The step after that, said JCC executive vice president Jay Roth, will be for MJF and JCC officials to make a presentation to the commission on May 21. This would constitute a “pre-petition conference,” Roth said, at which the commission will decide whether it believes the plan is worthy of review by the village.
“We would hope,” said Roth, “that what would happen is that the plan commission, recognizing all the work we’ve done and the dialogue we’ve had with the village over the past year, would refer it to the board of trustees.”
That body then needs to agree that the plan merits review and to send it back to the plan commission. At that point, a “full and extensive review” of the plans would begin, which MJF and JCC officials hope will result in the plans being approved.
JCC president Jane Gellman said that “after all the work that we’ve done it would be hard to imagine them turning this [request for review] down.

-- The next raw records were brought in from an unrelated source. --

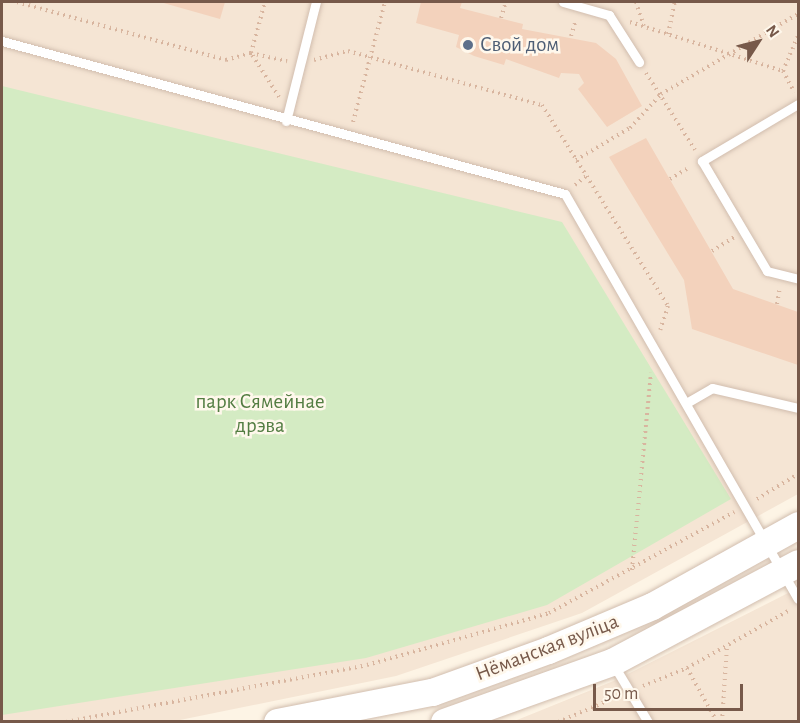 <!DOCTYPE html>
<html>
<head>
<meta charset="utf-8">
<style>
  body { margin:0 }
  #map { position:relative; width:800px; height:723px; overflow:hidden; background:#fdf4e5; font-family:"Alegreya Sans",sans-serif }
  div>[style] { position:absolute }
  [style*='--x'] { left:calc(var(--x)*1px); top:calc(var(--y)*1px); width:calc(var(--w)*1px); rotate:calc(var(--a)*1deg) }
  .residential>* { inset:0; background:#f5e5d4 }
  .green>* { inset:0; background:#d4ebc3 }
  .building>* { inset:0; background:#f3d2bc }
  .path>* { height:4px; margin-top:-2px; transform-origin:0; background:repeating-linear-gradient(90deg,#d8b59f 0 1.5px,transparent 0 6px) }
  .roads { filter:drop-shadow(0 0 2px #d1bdae) drop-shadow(0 0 2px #d1bdae) }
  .lane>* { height:9px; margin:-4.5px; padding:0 4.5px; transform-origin:4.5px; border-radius:4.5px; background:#fff }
  .secondary>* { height:27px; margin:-13.5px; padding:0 13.5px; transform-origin:13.5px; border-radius:13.5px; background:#fff }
  .dots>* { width:16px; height:16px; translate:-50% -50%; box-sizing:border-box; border:3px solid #fff8ec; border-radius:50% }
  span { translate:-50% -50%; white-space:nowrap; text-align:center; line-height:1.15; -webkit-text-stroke:5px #fff8ec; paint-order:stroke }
  .service-label { font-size:21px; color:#4e5e75 }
  .left { translate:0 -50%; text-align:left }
  .park-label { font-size:21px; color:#537d42 }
  .street-label { font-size:21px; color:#77594a }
  .frame { position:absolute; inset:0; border:3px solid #77594a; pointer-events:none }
  .north { position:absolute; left:728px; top:12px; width:60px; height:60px; -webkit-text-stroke:4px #fff8ec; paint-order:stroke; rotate:54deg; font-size:16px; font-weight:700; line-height:24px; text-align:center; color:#77594a }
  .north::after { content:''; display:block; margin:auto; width:21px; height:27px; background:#77594a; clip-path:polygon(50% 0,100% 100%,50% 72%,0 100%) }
  .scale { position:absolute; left:593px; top:684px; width:150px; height:27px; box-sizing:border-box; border:3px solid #77594a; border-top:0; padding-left:8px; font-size:18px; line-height:21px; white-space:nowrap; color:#77594a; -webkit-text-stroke:4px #fff8ec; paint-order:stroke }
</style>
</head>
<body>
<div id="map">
  <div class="residential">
    <i style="clip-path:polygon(2px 2px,798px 2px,798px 494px,582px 613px,396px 676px,175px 721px,2px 721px)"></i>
    <i style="clip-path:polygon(798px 588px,798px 721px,512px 722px,616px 680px)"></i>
  </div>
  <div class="green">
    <i style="clip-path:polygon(2px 86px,562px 222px,731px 499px,547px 605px,366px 658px,2px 715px)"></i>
  </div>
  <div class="building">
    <i style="clip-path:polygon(160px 2px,225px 2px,220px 19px)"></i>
    <i style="clip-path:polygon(421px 2px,462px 2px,460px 8px,523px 24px,522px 29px,596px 43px,616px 59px,642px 106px,607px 127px,578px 89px,584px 83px,579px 74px,561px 73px,559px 78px,506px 59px,504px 65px,474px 56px,456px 47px,459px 35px,416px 23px)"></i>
    <i style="clip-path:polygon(646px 138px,733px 289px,798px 312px,798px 365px,692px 329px,684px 280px,609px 157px)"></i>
  </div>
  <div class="path">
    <i style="--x:17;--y:2;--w:217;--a:15.5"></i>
    <i style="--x:226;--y:60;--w:26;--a:-16"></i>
    <i style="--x:251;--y:53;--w:53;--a:-74.6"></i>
    <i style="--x:636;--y:2;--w:25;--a:72"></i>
    <i style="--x:501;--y:18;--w:17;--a:-73"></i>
    <i style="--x:630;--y:22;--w:161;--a:17.8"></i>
    <i style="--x:783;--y:71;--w:24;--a:62"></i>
    <i style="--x:668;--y:34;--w:33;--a:-78"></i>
    <i style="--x:571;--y:36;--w:17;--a:-73"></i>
    <i style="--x:314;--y:60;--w:35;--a:-15"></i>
    <i style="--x:348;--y:51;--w:201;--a:15.6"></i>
    <i style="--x:542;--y:105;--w:237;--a:57.9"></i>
    <i style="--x:668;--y:306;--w:25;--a:108"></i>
    <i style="--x:783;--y:71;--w:39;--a:-67"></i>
    <i style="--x:646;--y:73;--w:91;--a:57.5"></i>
    <i style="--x:279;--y:97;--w:52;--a:-122.5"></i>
    <i style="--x:251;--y:53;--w:37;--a:13"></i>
    <i style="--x:353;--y:122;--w:124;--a:-75.1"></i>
    <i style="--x:576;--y:160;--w:63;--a:-30.7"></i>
    <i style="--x:630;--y:128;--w:46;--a:-47.6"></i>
    <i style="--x:661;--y:94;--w:159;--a:-30.3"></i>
    <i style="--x:670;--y:179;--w:23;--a:-31"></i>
    <i style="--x:575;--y:185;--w:14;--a:-39"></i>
    <i style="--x:712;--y:251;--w:26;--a:-32"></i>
    <i style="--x:777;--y:304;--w:17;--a:-80"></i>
    <i style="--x:757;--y:499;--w:48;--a:-31.4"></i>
    <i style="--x:632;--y:570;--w:198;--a:-84.5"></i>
    <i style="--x:687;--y:668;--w:62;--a:60.9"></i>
    <i style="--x:643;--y:686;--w:48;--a:-22.2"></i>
    <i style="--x:687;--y:668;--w:118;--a:-29.4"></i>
    <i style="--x:66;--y:722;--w:306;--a:-10.7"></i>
    <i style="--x:367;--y:665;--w:189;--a:-15.9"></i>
    <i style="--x:549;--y:613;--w:211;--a:-28.6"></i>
    <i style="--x:558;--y:722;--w:66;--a:-23.1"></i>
    <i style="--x:722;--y:722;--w:75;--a:-86.2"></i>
  </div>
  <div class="roads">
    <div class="lane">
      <i style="--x:563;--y:2;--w:48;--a:15.8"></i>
      <i style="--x:609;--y:15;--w:56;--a:57.4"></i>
      <i style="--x:2;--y:41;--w:583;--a:15.2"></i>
      <i style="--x:565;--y:194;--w:467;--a:60.1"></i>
      <i style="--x:798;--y:104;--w:112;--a:149.3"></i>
      <i style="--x:702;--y:161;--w:128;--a:59.4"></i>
      <i style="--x:767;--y:271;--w:32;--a:14"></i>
      <i style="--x:286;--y:121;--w:123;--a:-75.9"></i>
      <i style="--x:688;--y:402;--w:28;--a:-30"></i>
      <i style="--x:712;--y:388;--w:88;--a:13.1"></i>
      <i style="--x:613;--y:664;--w:68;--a:58.9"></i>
    </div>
    <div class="secondary">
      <i style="--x:277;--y:722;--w:158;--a:-11"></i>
      <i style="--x:432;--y:692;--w:123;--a:-19.9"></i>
      <i style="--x:548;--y:650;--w:113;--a:-22.9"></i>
      <i style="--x:652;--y:606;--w:167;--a:-29"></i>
      <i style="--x:444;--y:722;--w:178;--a:-19.7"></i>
      <i style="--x:612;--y:662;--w:211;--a:-28"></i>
    </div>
  </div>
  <div class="dots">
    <i style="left:468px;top:45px;background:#5c6f8a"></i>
  </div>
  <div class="service-label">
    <span class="left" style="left:480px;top:45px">Свой дом</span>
  </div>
  <div class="park-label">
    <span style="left:260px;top:414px">парк Сямейнае<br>дрэва</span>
  </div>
  <div class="street-label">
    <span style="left:547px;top:648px;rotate:-21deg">Нёманская вуліца</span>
  </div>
  <div class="frame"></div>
  <div class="north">N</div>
  <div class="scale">50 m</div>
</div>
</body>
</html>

It’s been almost 11 months of work in cooperation with the village. It has to be that the plan merits consideration.”
Both Gellman and Bert Bilsky, MJF associate executive vice president, said they believe the village will give the plans a “fair hearing.”
MJF and JCC officials had planned to inaugurate this process last month. However, they decided to postpone until May partly because of the village elections on April 2, in which incumbent village president James H. Gormley was defeated by Kathleen J. Pritchard.
MJF and JCC officials also wanted to wait until results of a traffic study the village had
commissioned from a Chicago firm were delivered, which is scheduled to happen this week. “Without that, the pre-petition conference would be more difficult,” Roth said.
“We’re hoping [the village’s study] will corroborate what we have projected not just in terms of numbers but in terms of the layout of the campus,” Roth said.
Bilsky said he feels “optimistic” about the coming process and lauded the JCC and MJF representatives who “have been doing a tremendous job” of meeting with members of the village board and “keeping them informed.”
But he also said he feels “anxious” to get the construction going because “the services and needs that we have not been able to fulfill because of the wait are just as important now, if not more, than they were a year ago. The needs are pressing in.”